Dungeons & Dragons: Abilities Overview

Greetings my friends! Karthas here, and today I have a new guide for all my new players. So far we’ve talked about classes, races, and alignments. Today we will talk about abilities! In 5th Edition there are six abilities and they play a big part in how you do things and interact with the world in Dungeons & Dragons. For a new player it can be difficult to understand what abilities even mean or what they represent. But have no fear! I will be giving an overview of each ability, what they do, and why they are important. Let’s take a look!

What Are Abilities?

Abilities in Dungeons & Dragons are the bare bones of how you interact with the world in Dungeons & Dragons. They are not skills, which typically represent a sphere of knowledge or expertise. They are simpler than that, representing the core of who your character is. There are 6 Abilities in Dungeons & Dragons: Strength, Dexterity, Constitution, Intelligence, Wisdom, and Charisma. All Abilities are important to some capacity, but the reality is, no one can be good at everything. So you will typically have to choose which you want higher, and which you want lower. This means you will need to rely on your party to make up for your weaknesses and you theirs.

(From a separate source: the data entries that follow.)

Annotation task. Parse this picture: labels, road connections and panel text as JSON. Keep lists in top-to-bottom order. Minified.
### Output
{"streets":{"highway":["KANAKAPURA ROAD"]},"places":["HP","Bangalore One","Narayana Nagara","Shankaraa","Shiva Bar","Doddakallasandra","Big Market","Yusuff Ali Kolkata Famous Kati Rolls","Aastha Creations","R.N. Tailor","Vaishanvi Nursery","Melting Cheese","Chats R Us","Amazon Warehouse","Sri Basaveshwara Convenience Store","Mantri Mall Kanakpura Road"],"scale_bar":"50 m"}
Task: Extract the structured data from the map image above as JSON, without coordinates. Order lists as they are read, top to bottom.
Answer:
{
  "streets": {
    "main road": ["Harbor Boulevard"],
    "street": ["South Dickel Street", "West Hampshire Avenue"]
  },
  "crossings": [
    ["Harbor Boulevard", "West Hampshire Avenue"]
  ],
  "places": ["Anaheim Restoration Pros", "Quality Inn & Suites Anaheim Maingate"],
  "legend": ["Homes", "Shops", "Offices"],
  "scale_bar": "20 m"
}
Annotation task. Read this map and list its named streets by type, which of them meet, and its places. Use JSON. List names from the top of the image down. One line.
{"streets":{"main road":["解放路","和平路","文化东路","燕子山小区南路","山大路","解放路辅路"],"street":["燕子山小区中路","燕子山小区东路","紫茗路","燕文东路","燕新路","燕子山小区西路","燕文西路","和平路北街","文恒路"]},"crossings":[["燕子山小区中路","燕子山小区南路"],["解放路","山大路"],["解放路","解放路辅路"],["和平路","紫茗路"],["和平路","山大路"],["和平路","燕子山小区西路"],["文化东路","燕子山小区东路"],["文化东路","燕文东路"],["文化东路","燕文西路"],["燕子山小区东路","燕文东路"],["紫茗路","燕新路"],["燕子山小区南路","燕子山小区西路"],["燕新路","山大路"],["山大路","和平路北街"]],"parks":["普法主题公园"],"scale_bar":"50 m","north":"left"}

The way abilities are determined in Dungeons & Dragons is when you create your character. There are a few ways to get these values: the buy system, rolling, or the static scores. The buy system gives the player 27 points that they can choose to place in any Ability, with each ability starting at 8. Once they have used their 27 points, those are their final Abilities scores. The rolling system, which involves the player rolling 4 D6 dice. They take the 3 highest values and drop the lowest value. For example if you roll a 5, 2, 6, & 3, you would drop the 2 and take the sum of the remaining values, in this case you’d have 14. Finally you have the static scores which allows the player to take the following values: 15, 14, 13, 12, 10, & 8. They can place these scores in whichever ability they see fit.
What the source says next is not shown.